Output the records below in full, word for word; pictures do not belong in it.

★ ★ ★ ★ ★ ★ ★

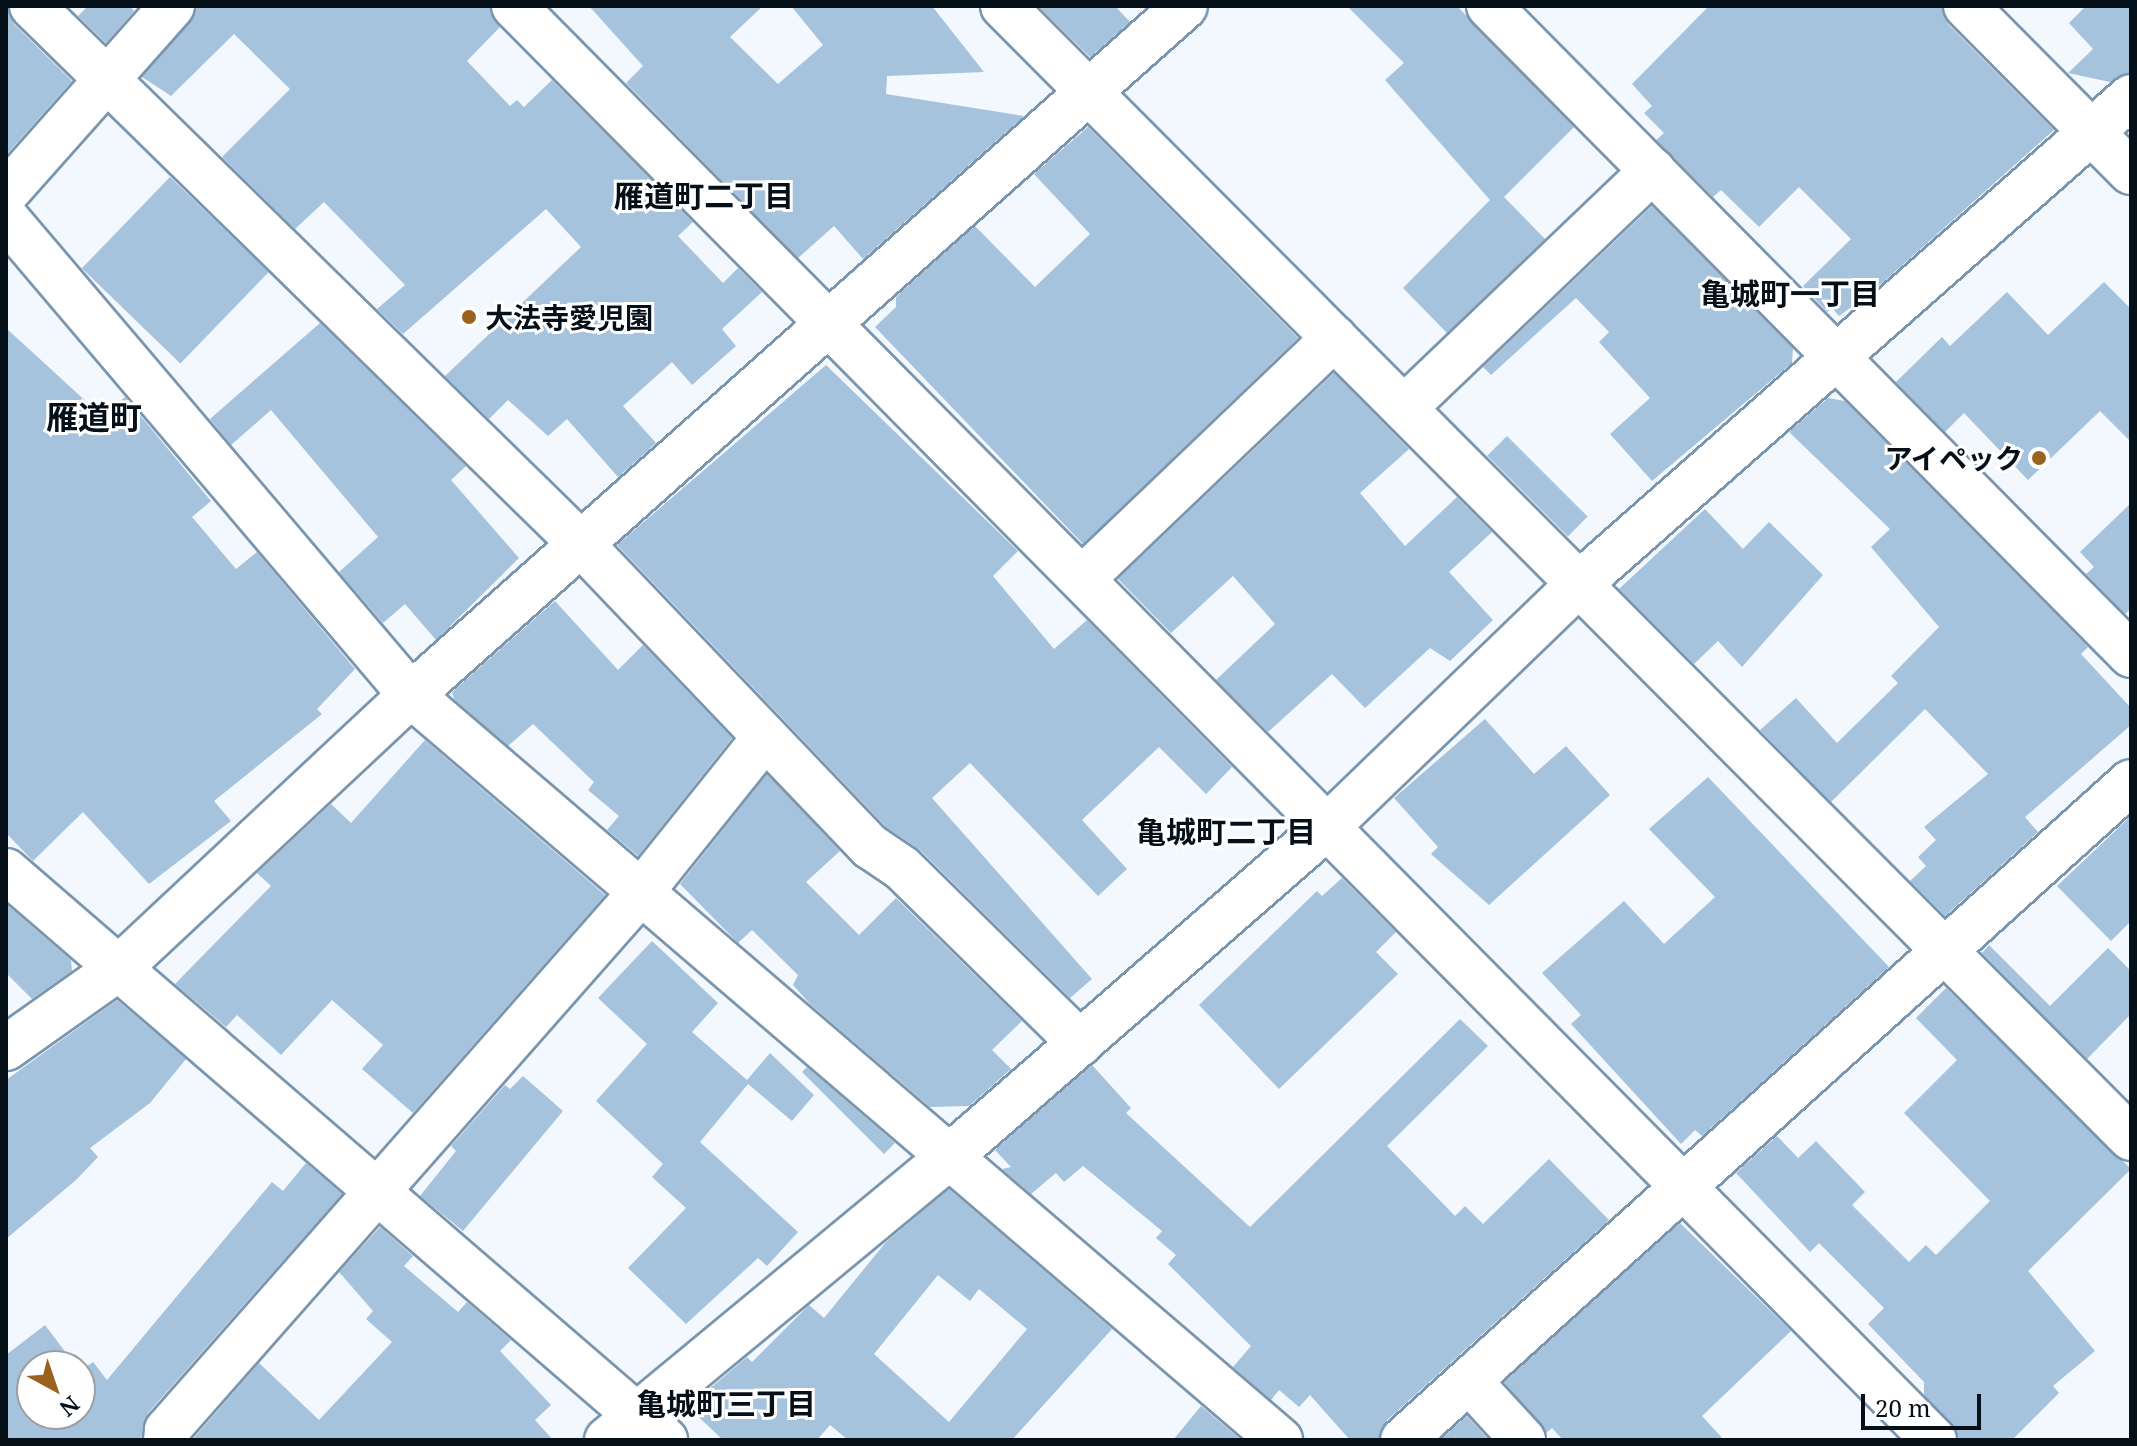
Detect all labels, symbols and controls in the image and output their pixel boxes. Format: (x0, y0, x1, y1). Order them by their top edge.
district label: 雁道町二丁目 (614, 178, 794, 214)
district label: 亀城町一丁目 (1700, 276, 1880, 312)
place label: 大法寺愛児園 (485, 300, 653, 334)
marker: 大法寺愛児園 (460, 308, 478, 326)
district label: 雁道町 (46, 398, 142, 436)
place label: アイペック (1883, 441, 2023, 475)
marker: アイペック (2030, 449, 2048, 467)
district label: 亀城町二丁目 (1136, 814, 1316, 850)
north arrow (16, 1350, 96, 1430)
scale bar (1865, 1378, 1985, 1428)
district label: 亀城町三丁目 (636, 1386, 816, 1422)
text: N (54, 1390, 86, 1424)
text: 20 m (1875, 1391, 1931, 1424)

★ ★ ★ ★ ★ ★ ★

Output of the exercise:
Detect all labels, symbols and controls in the image and output their pixel boxes. Format: (x0, y0, x1, y1). Order them by their top edge.
district label: 雁道町二丁目 (614, 178, 794, 214)
district label: 亀城町一丁目 (1700, 276, 1880, 312)
place label: 大法寺愛児園 (485, 300, 653, 334)
marker: 大法寺愛児園 (460, 308, 478, 326)
district label: 雁道町 (46, 398, 142, 436)
place label: アイペック (1883, 441, 2023, 475)
marker: アイペック (2030, 449, 2048, 467)
district label: 亀城町二丁目 (1136, 814, 1316, 850)
north arrow (16, 1350, 96, 1430)
scale bar (1865, 1378, 1985, 1428)
district label: 亀城町三丁目 (636, 1386, 816, 1422)
text: N (54, 1390, 86, 1424)
text: 20 m (1875, 1391, 1931, 1424)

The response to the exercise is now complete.